II. CHRONIC PERITONITIS

   This is a slight affection at the start. There may be a slight infection of the peritoneum from an extension of the disease in the pelvis. There may be a slight infection following an operation which opens the peritoneum. This disease often ends in adhesions--by adhesive inflammation. In that case the treatment must be for the removal of the adhesions. Following the removal of ovarian and fibroid tumors, normal ovariotomy, and operations for appendicitis, we hear of a great deal of trouble caused by adhesions. In many cases there are no adhesions, the pain and discomfort complained of by patients being due to intestinal indigestion and a distention from gas; but in these days we are having a great many patients sent to the hospital for secondary operations, for the purpose of breaking up old adhesions, etc. Every case must be a law unto itself, and whatever is necessary should be done. I have not met with so many adhesions as one would suppose in an active practice in a country where this derangement is heard of often, following the numerous operations to which people are subjected.

 

III. ASCITES

   Definition.--Accumulation of serous fluid in the peritoneal cavity.

   Etiology.--This affection is secondary to inflammations, or slight extension of inflammations from other organs. It may be due to cancer extending to the peritoneum, tuberculosis of the peritoneum, or portal obstruction or cancer extending from the liver to the peritoneum. Pyemia may be a cause of this affection; also tumors in the abdomen, large fibroids or ovarian tumors, or hydatid disease of the liver.

   Ascites becomes a part of the general dropsy brought on from heart enervation. Lung affections, such as emphysema or sclerosis of the lungs, cause dropsy. Ascites occurs also in dropsy brought on from Bright's disease of the kidneys.

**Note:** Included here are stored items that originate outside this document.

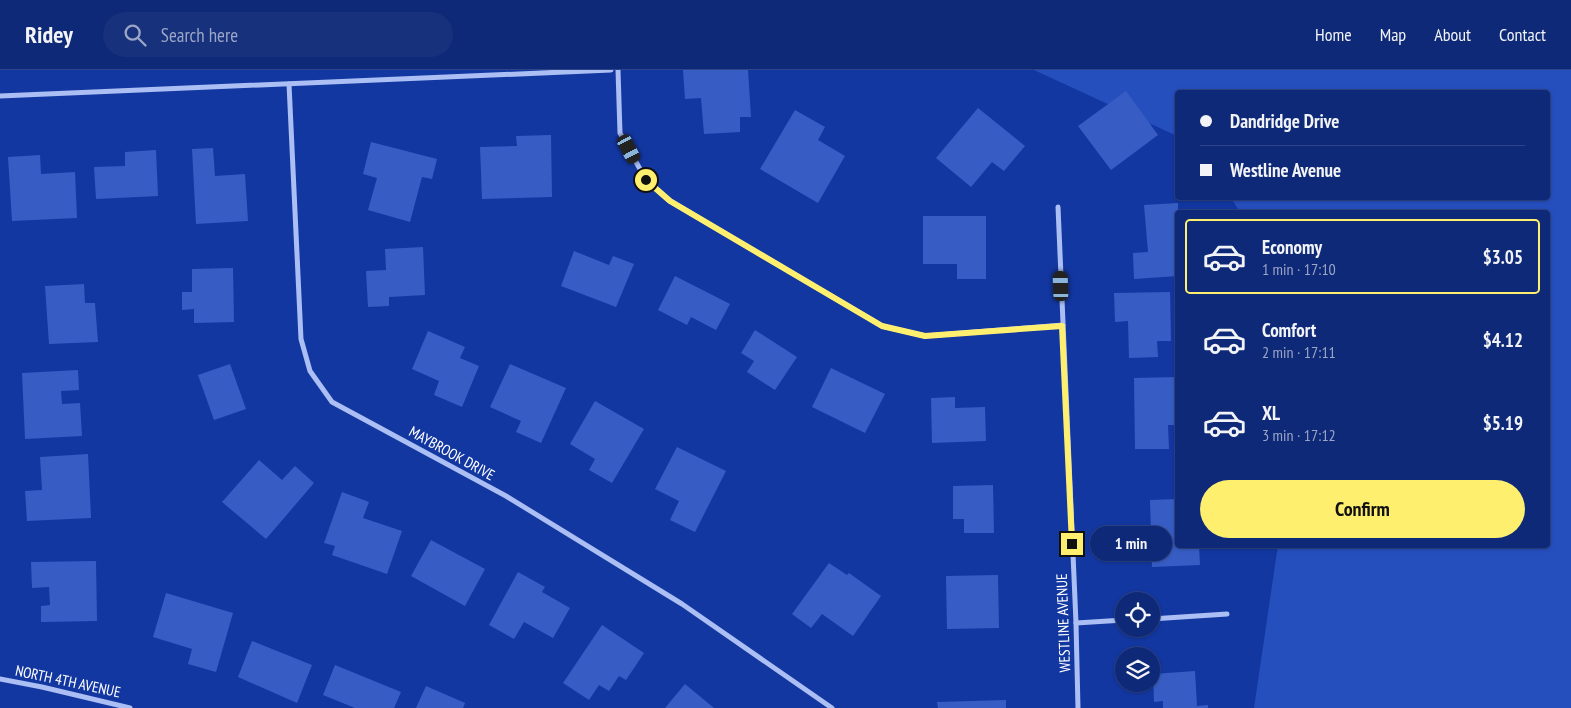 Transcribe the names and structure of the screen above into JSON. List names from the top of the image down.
{
  "streets": {
    "street": ["MAYBROOK DRIVE", "WESTLINE AVENUE", "NORTH 4TH AVENUE"]
  },
  "page": {
    "header": "Ridey",
    "search": "Search here",
    "nav": [
      "Home",
      "Map",
      "About",
      "Contact"
    ],
    "banner": ["Dandridge Drive", "Westline Avenue"],
    "list": [
      {
        "name": "Economy",
        "note": "1 min · 17:10",
        "value": "$3.05"
      },
      {
        "name": "Comfort",
        "note": "2 min · 17:11",
        "value": "$4.12"
      },
      {
        "name": "XL",
        "note": "3 min · 17:12",
        "value": "$5.19"
      }
    ],
    "buttons": "Confirm",
    "bubble": "1 min"
  }
}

   Symptoms.--Gradual enlargement of the abdomen, sometimes starting with puffiness of the feet and ankles. The history of the case will throw some light upon it and aid in differentiating between ovarian tumor and ascites.

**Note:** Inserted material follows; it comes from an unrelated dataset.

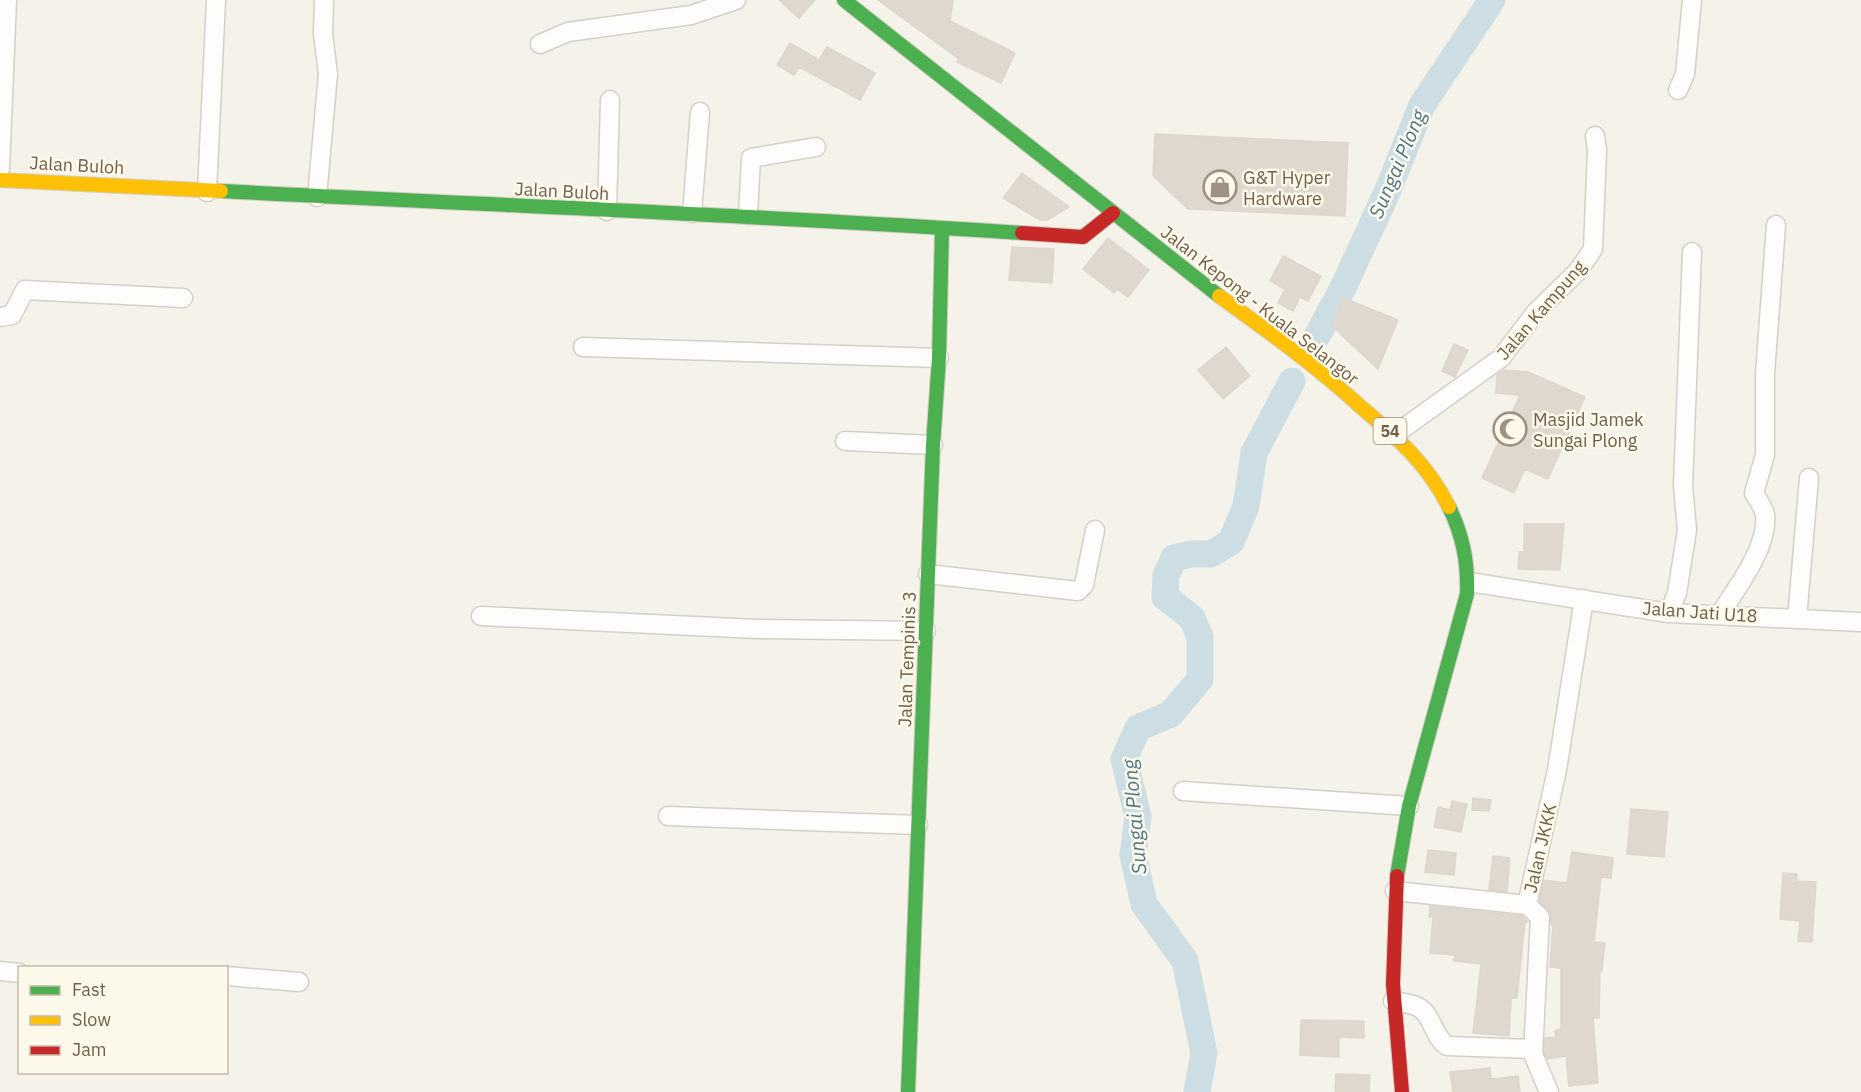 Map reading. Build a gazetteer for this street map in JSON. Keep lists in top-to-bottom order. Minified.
{"streets":{"main road":["Jalan Buloh","Jalan Kepong - Kuala Selangor","54","Jalan Tempinis 3"],"street":["Jalan Kampung","Jalan Jati U18","Jalan JKKK"]},"crossings":[["Jalan Buloh","Jalan Kepong - Kuala Selangor"],["Jalan Buloh","Jalan Tempinis 3"],["Jalan Kepong - Kuala Selangor","Jalan Kampung"],["Jalan Kepong - Kuala Selangor","Jalan Jati U18"],["Jalan Jati U18","Jalan JKKK"]],"water":["Sungai Plong"],"places":{"shop":["G&T Hyper Hardware"],"mosque":["Masjid Jamek Sungai Plong"]},"legend":["Fast","Slow","Jam"]}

   In percussing over an ovarian tumor, the resonant sound peculiar to percussing over the intestine is entirely eliminated. The sound is dull over the lower abdomen, and when the percussing extends above the umbilicus, if there begins to be a resonant sound it will be known that that is the upper part of the tumor. Then, going laterally on each side down into the small of the back, there will be more resonance on both sides, showing that the tumor rests upon the intestine. Sometimes a loop of intestine will rise between the tumor and the wall of the abdomen. In that event it requires a little more skill in diagnosing to determine whether it is a case of ovarian cyst or ascites. The experienced diagnostician, however, will not have much trouble; for, by introducing the finger into the vagina and passing up in front of the neck of the womb with one hand, and then having the other hand placed on the abdomen, the sensations of the two palpating hands or fingers will be carried to each other, showing a continuation of a fluid medium; whereas, if the hand can be placed upon the top of the swelling, above the umbilicus, and pressed down, and, with the finger in the vagina and to the anterior of the neck of the womb, nothing can be felt between--if the percussion wave does not extend to the finger in the vagina--then it will be known that the disease is ascites.

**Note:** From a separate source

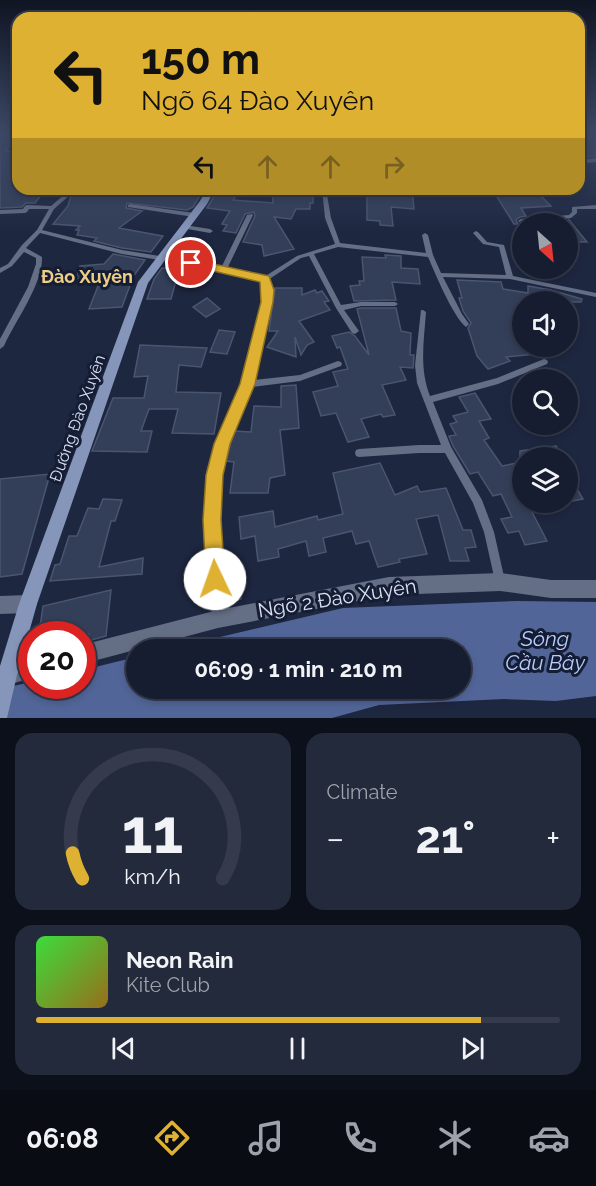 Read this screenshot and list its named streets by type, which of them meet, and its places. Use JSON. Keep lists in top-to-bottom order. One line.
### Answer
{"streets":{"street":["Đường Đào Xuyên","Ngõ 2 Đào Xuyên"]},"districts":["Đào Xuyên"],"water":["Sông Cầu Bây"],"north":"bottom right","page":{"turn":["150 m","Ngõ 64 Đào Xuyên"],"limit":"20","trip":"06:09 · 1 min · 210 m","tile":"Climate","heat":["−","21°","+"],"song":["Neon Rain","Kite Club"],"tabs":"06:08","gauge":["11","km/h"]}} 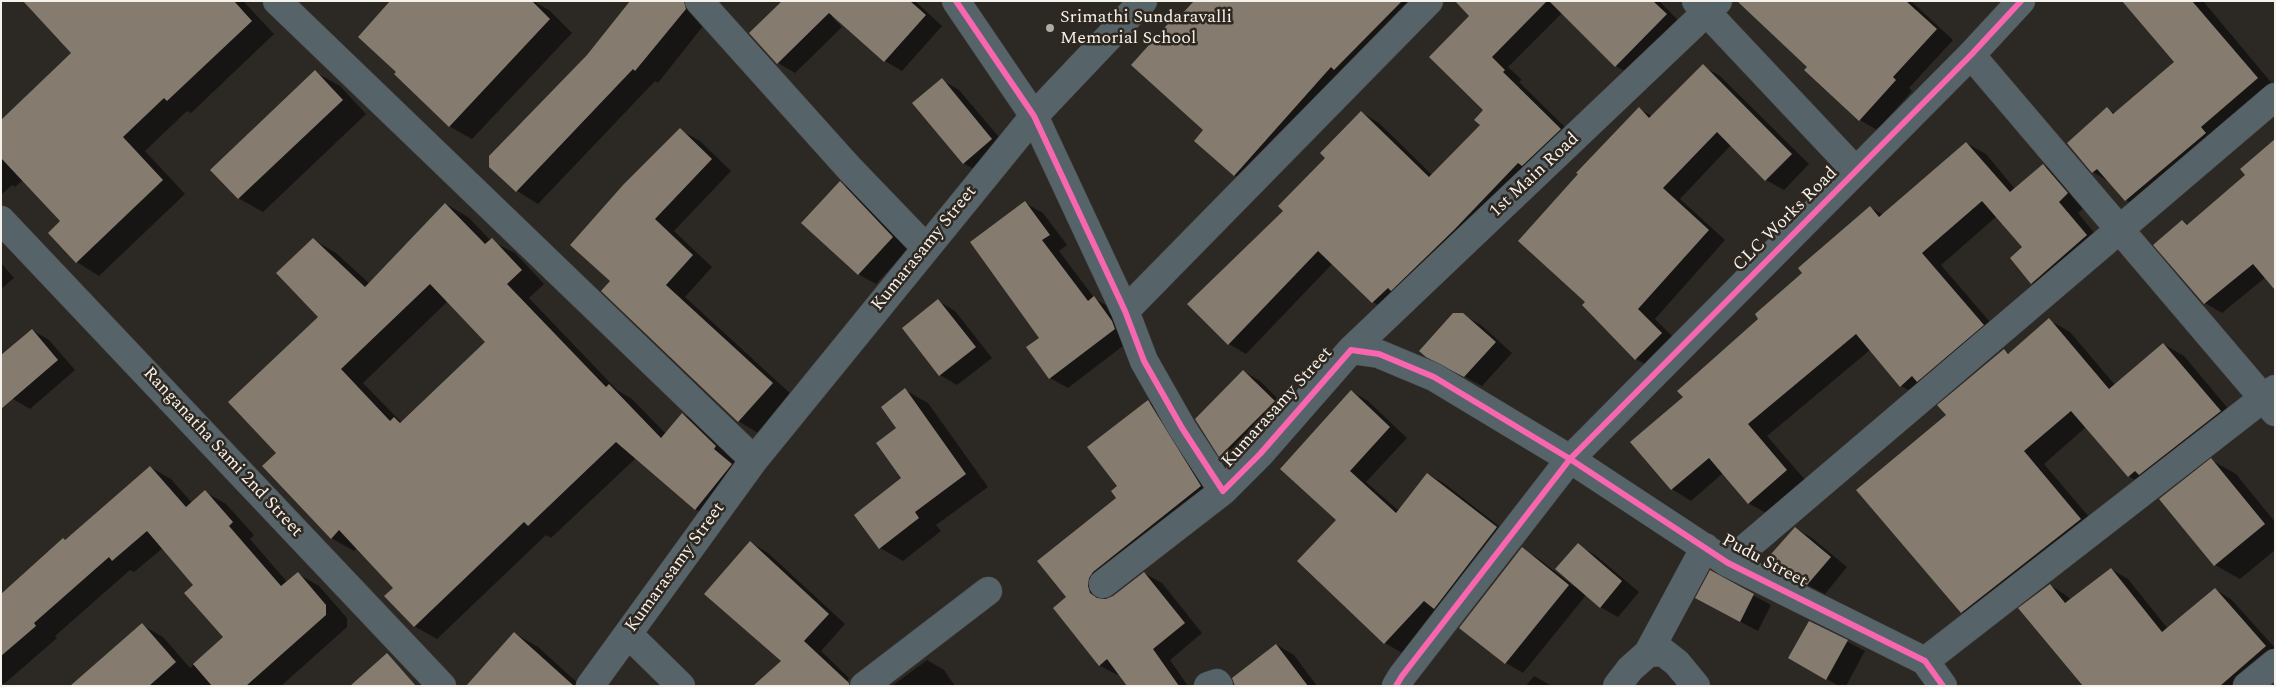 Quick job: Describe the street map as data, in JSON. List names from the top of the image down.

   Treatment.--For ascites, where the symptom is very distressing, a little palliation may be secured by tapping and drawing off the water; but it will fill up very soon again, and the patient will have to be tapped again and again, until he is worn out and dies from exhaustion. If the affection has not evolved into such a desperate type, fasting will give relief; and, in fact, this is the only hope of carrying a patient back to a reasonable state of health. If the ascites is due to a cancerous extension, there is no hope. If the disease is due to a pyemic infection from, say, liver abscess, if the abscess can be drained there is hope of a betterment, and possibly a cure. In acute peritonitis from extension of pelvic inflammation, the pelvic disease must be corrected as quickly as possible; and if the peritonitis is extensive, there is a possible hope in opening the peritoneum and washing it out, and then draining. These cases are never very promising.